Individuals who may get involved with rat droppings, like agricultural staff or people simply cleansing their sheds, are at high risk.

Black rat droppings in the corner of the house wall. The concept of the dangers of diseases transmitted by rat droppings, such as typhus
Rat droppings appear to be this and might carry hantavirus (Picture: Getty Images)

Twelve Dutch hospital staff on the Radboudumc university medical centre have been quarantined over fears they’ve been infected.

The staff didn’t follow strict protocol when taking blood from a hantavirus patient evacuated from the ship, the hospital said yesterday.

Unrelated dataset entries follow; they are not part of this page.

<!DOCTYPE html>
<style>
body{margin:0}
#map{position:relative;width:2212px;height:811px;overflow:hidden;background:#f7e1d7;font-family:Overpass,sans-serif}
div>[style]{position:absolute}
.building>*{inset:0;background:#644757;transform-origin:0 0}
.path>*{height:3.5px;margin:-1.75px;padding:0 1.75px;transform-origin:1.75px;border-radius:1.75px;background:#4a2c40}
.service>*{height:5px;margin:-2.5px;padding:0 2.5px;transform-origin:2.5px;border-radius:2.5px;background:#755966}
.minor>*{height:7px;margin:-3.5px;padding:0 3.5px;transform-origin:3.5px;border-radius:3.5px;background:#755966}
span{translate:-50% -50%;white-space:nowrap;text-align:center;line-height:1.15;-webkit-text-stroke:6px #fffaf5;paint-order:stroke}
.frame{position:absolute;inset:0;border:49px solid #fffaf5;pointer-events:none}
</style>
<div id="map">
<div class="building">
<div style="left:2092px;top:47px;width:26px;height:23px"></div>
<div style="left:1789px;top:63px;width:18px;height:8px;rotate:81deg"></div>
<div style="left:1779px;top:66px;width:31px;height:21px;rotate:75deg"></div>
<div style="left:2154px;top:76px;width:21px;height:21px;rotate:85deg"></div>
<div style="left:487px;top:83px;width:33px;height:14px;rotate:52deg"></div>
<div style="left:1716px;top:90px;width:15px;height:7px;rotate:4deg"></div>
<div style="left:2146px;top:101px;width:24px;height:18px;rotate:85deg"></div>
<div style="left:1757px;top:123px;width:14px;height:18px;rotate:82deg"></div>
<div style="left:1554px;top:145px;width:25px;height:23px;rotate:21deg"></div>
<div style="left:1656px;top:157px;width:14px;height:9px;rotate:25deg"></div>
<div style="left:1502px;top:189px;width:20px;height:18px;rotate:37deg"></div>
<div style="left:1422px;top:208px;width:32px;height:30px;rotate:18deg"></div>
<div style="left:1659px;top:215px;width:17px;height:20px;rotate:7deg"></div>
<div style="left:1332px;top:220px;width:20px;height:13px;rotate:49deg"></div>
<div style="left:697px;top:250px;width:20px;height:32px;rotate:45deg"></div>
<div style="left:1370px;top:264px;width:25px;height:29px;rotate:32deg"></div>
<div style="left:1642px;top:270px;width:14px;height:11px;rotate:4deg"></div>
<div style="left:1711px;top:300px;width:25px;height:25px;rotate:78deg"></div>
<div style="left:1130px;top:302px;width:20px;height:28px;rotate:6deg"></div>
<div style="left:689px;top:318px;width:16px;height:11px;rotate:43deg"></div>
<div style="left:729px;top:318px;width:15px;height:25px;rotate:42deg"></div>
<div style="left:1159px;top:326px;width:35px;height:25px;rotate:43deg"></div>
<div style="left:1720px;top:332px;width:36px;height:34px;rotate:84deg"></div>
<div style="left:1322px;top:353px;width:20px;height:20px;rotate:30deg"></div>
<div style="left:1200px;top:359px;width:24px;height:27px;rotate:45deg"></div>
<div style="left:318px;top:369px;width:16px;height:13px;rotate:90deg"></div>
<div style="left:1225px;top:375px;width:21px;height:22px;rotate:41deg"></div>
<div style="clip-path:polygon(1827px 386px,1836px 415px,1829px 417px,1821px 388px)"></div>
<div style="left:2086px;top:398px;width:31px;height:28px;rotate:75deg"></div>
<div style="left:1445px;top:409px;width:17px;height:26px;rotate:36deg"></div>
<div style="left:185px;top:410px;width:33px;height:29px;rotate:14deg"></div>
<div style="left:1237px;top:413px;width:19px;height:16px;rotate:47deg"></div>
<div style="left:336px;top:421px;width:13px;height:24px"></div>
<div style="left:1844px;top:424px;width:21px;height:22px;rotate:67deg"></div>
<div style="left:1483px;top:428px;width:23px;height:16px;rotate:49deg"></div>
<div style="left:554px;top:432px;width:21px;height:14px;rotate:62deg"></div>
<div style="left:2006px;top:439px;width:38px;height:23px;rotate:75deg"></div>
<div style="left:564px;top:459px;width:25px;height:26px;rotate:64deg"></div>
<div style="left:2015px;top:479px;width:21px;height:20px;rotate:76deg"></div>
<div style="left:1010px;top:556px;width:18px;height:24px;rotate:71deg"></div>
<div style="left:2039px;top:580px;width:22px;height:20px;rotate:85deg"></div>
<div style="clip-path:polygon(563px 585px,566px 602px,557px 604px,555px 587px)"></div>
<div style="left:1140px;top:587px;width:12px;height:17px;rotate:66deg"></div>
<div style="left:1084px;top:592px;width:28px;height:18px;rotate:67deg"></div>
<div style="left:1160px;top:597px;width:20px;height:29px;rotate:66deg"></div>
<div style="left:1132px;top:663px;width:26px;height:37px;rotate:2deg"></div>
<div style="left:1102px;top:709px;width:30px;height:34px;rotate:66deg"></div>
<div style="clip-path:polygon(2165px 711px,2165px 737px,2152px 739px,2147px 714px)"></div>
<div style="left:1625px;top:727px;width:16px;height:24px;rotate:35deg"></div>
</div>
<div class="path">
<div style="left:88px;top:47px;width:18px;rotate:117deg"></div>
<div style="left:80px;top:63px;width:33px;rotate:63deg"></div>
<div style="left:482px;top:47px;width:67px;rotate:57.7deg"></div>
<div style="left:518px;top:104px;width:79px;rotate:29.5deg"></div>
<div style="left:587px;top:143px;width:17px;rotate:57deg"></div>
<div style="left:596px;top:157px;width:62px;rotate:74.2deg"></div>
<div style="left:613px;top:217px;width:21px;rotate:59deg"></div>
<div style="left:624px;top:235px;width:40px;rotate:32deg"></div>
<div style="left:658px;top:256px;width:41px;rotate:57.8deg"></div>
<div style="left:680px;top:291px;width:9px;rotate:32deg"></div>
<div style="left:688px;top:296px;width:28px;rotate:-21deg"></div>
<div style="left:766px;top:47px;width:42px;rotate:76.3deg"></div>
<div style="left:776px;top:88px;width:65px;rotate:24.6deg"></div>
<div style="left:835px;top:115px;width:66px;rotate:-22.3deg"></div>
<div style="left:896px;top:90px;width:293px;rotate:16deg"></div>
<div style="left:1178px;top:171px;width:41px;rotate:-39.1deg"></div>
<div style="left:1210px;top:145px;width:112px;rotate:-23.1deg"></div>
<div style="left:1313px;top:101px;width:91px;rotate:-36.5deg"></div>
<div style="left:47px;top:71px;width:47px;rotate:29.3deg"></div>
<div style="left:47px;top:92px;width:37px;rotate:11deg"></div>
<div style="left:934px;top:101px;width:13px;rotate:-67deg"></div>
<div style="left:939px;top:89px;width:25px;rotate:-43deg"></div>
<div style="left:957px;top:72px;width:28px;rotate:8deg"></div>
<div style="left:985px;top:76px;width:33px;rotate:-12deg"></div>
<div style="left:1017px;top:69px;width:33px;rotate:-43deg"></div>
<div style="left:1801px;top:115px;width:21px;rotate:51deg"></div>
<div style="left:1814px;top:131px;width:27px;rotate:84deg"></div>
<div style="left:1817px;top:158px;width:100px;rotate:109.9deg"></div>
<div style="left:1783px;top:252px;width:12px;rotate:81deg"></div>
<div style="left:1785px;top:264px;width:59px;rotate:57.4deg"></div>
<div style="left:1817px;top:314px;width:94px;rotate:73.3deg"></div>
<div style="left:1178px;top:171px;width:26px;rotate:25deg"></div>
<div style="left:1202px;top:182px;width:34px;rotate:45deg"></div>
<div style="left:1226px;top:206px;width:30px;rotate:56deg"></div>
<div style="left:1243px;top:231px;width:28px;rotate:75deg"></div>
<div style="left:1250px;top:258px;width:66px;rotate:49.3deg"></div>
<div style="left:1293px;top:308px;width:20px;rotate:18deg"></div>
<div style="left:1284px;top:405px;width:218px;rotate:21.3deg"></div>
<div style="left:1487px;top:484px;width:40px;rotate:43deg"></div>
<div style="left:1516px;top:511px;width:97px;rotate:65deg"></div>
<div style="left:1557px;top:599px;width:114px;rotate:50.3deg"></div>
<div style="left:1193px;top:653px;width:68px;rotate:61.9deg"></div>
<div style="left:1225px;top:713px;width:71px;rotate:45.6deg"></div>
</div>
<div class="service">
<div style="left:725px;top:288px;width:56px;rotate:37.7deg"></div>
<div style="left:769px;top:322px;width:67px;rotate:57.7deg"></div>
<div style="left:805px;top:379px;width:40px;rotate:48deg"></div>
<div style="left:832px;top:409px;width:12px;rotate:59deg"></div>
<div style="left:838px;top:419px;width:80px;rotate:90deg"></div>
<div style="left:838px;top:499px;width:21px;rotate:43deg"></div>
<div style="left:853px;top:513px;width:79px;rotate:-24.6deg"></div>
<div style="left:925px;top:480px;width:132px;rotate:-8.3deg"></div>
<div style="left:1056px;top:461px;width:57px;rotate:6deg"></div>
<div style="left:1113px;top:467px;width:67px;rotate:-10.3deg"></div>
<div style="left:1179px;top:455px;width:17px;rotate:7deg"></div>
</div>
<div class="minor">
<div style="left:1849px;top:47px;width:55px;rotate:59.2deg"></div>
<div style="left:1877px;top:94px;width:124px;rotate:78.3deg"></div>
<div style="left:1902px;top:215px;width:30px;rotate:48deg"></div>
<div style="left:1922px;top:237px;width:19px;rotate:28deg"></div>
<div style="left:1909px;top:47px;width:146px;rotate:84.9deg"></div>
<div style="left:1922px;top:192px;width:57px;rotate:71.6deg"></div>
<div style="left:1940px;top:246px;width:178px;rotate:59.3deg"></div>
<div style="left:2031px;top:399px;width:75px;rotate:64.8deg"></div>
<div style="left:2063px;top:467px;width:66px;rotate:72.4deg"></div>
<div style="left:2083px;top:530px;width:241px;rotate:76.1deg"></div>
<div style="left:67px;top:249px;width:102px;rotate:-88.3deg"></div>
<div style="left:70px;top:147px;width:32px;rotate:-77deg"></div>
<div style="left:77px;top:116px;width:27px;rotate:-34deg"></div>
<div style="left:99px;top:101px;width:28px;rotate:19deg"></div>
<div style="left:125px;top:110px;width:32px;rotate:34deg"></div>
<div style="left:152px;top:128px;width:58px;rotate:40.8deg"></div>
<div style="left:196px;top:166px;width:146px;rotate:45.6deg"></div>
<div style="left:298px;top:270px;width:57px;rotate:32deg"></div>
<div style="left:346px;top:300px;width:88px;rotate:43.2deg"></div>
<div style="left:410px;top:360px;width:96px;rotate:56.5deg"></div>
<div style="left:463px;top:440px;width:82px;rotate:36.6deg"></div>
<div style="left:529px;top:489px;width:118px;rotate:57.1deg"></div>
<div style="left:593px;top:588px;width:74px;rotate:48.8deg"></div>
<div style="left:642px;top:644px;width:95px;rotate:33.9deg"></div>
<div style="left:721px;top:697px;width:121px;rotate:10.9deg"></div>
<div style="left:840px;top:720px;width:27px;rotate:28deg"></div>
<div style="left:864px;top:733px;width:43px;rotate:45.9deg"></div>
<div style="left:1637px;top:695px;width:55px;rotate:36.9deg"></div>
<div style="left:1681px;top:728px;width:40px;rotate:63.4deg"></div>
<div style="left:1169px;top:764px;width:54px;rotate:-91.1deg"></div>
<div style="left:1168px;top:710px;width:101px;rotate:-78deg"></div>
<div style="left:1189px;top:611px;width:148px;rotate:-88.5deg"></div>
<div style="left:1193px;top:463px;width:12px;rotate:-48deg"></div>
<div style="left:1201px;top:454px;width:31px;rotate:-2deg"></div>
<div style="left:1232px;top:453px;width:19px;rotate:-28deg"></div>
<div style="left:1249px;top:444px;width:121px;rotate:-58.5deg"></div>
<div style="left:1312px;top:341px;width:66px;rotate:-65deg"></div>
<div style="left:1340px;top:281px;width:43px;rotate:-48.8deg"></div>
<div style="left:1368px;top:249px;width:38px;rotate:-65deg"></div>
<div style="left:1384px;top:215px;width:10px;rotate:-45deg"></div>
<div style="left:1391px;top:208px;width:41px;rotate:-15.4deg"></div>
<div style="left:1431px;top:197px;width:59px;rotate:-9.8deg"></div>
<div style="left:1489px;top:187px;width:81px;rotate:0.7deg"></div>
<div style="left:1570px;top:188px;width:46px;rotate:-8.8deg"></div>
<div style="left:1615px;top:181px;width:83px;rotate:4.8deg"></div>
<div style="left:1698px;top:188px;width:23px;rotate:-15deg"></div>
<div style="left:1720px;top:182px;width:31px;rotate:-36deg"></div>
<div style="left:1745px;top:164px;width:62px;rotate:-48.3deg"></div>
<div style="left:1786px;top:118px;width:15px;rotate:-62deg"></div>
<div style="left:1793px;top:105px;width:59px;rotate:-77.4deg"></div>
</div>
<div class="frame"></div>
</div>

Staff also didn’t properly eliminate the patient’s urine – the team can be in quarantine for six weeks.

Cruise operator Oceanwide Expeditions said yesterday evening that 87 guests and 35 crew have been flown back home thus far.

This includes 20 British holidaymakers now isolating at a Merseyside hospital.

Twenty-seven people, mostly staff or medical professionals, are still on board the ship.

The ship, which is on its solution to Rotterdam within the Netherlands, is currently sailing away from the Canary Islands, in response to tracker MarineTraffic.